▶ Assigned task: Copy all lines below that use the word "compass".

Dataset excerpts

★ ★ ★

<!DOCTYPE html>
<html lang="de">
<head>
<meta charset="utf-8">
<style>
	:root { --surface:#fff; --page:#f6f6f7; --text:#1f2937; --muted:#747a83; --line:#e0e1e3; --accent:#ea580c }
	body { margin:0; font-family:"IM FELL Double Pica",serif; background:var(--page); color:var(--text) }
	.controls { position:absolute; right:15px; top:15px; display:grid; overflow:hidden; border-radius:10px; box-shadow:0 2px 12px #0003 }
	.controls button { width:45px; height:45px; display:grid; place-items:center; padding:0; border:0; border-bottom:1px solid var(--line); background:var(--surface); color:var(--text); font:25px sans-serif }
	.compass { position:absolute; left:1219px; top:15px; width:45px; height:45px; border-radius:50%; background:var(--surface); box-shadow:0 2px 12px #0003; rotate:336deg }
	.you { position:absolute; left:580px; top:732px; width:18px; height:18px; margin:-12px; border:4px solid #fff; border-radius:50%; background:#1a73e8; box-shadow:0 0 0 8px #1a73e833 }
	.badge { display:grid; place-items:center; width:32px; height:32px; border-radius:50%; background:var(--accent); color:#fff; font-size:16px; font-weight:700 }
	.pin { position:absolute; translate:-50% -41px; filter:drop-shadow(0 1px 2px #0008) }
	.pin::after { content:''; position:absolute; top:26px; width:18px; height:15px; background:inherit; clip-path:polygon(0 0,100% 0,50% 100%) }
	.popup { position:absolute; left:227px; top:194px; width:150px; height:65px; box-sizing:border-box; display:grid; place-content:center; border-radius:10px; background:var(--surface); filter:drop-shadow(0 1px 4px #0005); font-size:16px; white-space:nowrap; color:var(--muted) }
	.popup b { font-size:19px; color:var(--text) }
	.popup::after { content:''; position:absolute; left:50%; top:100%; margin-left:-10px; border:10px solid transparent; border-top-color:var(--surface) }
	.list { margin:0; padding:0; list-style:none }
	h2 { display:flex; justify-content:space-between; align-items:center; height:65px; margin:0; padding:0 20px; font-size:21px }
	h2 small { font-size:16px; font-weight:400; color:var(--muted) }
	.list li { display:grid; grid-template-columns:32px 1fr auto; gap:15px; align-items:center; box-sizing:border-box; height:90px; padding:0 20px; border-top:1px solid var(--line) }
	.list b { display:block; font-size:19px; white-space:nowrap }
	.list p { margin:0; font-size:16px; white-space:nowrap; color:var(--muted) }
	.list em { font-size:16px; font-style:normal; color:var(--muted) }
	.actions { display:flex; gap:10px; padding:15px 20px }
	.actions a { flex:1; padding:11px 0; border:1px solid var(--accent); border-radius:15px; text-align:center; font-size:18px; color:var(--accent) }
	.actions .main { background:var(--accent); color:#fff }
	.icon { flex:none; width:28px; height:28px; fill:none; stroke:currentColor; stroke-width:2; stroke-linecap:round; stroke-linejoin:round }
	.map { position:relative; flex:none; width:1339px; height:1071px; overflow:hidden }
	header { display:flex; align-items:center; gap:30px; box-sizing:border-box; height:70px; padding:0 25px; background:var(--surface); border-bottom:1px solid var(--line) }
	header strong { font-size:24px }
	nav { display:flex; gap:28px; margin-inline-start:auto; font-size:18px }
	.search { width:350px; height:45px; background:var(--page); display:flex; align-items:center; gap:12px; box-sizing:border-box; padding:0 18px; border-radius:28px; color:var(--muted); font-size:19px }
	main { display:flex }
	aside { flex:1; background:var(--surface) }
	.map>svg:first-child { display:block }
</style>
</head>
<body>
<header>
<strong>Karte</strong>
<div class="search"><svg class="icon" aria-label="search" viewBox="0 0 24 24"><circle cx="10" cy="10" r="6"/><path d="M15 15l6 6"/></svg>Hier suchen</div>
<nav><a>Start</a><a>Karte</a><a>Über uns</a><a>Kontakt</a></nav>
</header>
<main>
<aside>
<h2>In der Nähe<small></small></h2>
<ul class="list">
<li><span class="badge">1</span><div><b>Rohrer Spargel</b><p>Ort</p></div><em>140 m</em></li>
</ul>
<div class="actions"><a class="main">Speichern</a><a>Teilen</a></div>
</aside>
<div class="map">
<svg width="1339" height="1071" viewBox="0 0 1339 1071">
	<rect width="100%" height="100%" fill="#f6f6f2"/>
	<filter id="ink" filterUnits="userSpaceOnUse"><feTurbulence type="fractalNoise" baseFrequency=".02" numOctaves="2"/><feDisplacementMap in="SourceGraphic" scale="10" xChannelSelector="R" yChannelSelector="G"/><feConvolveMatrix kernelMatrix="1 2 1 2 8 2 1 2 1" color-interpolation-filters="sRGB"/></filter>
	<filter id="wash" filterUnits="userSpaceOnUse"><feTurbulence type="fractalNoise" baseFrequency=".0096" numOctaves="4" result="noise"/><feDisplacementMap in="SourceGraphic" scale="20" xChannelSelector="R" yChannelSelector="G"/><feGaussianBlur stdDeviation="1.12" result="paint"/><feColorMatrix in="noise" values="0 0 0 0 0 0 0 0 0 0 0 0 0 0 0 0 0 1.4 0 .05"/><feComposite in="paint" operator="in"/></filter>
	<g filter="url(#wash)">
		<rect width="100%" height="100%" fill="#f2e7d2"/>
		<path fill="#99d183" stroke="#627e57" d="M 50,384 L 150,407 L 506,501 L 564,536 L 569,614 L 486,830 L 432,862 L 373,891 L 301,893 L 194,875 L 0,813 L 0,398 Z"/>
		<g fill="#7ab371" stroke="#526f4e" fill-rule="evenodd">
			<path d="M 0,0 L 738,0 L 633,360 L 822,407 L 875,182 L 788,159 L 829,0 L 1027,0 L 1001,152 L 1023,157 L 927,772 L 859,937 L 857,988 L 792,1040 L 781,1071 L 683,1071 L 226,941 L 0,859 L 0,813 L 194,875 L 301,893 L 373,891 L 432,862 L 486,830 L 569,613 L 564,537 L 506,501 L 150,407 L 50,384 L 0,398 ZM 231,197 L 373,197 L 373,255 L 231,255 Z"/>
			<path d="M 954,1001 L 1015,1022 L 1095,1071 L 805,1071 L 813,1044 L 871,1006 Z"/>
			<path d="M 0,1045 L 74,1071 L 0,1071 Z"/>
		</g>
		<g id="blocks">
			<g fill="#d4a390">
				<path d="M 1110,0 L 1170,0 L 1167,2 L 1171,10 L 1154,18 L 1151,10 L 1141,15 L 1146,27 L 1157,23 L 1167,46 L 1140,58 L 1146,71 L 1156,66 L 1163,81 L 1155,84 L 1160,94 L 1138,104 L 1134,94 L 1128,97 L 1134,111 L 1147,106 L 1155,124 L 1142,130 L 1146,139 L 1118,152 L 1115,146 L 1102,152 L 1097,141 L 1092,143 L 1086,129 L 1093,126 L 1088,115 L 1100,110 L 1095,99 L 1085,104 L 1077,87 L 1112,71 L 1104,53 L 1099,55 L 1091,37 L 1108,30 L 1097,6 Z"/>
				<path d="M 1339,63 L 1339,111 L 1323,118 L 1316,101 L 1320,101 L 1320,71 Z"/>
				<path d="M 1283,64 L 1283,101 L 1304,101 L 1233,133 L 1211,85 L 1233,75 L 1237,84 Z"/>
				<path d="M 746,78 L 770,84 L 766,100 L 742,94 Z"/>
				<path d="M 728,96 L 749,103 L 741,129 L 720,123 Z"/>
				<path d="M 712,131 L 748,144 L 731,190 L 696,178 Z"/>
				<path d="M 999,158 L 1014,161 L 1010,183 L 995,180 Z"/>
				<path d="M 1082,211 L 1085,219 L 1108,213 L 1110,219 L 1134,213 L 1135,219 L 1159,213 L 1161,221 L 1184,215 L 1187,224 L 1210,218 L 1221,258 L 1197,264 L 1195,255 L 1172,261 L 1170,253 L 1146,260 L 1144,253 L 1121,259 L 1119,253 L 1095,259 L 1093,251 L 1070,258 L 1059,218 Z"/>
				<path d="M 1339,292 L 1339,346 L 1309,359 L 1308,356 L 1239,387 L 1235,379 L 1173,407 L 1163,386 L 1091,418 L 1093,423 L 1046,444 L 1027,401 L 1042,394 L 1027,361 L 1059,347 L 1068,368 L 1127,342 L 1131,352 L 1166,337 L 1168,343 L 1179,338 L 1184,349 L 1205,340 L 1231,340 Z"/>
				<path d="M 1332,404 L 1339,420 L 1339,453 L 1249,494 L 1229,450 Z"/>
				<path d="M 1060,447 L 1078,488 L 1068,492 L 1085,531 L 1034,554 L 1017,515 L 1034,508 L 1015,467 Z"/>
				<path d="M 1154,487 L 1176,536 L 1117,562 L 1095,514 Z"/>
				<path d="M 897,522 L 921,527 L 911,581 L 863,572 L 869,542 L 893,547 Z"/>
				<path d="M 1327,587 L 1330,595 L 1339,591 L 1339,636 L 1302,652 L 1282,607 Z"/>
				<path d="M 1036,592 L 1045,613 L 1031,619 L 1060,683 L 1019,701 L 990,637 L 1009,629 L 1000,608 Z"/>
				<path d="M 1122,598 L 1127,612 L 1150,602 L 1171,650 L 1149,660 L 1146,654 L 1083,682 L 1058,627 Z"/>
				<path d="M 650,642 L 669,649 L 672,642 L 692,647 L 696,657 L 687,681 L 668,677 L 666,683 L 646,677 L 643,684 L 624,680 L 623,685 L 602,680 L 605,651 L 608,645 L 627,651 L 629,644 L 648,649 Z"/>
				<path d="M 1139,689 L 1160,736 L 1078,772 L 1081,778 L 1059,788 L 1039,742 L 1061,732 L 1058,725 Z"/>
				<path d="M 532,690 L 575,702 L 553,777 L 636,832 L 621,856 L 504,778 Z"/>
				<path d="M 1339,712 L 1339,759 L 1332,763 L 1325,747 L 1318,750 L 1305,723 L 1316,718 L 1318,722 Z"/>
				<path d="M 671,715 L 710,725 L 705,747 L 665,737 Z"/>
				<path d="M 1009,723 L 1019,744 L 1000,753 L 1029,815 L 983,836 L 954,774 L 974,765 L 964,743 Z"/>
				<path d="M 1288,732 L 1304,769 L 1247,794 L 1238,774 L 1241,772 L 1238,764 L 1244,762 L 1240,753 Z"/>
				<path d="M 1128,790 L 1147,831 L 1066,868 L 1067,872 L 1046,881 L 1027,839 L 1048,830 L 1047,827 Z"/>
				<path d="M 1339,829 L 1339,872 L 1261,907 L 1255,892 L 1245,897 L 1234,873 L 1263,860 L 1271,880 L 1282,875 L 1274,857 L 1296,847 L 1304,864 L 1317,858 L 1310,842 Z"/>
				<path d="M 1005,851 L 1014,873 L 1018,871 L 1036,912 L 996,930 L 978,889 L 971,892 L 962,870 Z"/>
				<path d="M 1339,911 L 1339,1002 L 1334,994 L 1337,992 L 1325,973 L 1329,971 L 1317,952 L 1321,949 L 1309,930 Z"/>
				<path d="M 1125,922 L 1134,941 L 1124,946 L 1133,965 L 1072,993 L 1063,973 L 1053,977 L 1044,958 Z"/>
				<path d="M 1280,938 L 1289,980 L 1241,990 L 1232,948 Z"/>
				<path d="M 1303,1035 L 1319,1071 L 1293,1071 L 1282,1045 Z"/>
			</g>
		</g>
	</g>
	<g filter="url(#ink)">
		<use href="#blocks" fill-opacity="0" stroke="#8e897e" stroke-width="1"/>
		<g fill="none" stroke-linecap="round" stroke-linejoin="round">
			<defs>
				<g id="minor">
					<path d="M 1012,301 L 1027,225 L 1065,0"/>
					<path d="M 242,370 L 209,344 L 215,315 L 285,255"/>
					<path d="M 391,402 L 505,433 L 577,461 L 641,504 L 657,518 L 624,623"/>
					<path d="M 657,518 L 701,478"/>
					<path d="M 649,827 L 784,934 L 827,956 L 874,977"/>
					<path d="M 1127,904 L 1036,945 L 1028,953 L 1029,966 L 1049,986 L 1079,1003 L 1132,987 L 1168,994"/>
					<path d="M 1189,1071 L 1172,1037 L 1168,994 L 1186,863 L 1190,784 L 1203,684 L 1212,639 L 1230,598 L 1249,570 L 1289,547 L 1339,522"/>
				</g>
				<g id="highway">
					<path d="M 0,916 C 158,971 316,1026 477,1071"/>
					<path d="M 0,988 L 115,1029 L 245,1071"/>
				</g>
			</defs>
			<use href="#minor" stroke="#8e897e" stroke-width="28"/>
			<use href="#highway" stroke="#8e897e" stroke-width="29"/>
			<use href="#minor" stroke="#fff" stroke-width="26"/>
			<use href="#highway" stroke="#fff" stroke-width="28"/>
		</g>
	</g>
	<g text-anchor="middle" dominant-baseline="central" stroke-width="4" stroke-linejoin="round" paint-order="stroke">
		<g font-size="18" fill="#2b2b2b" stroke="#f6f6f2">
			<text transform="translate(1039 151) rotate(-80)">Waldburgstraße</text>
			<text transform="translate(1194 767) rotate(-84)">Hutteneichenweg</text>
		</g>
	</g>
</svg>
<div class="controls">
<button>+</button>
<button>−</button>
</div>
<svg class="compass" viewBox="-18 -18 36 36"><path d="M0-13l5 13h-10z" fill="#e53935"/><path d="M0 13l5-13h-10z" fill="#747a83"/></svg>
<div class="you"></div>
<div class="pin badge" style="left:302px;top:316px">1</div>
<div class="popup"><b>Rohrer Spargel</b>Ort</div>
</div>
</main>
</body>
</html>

★ ★ ★

▶ Your response:
	.compass { position:absolute; left:1219px; top:15px; width:45px; height:45px; border-radius:50%; background:var(--surface); box-shadow:0 2px 12px #0003; rotate:336deg }
<svg class="compass" viewBox="-18 -18 36 36"><path d="M0-13l5 13h-10z" fill="#e53935"/><path d="M0 13l5-13h-10z" fill="#747a83"/></svg>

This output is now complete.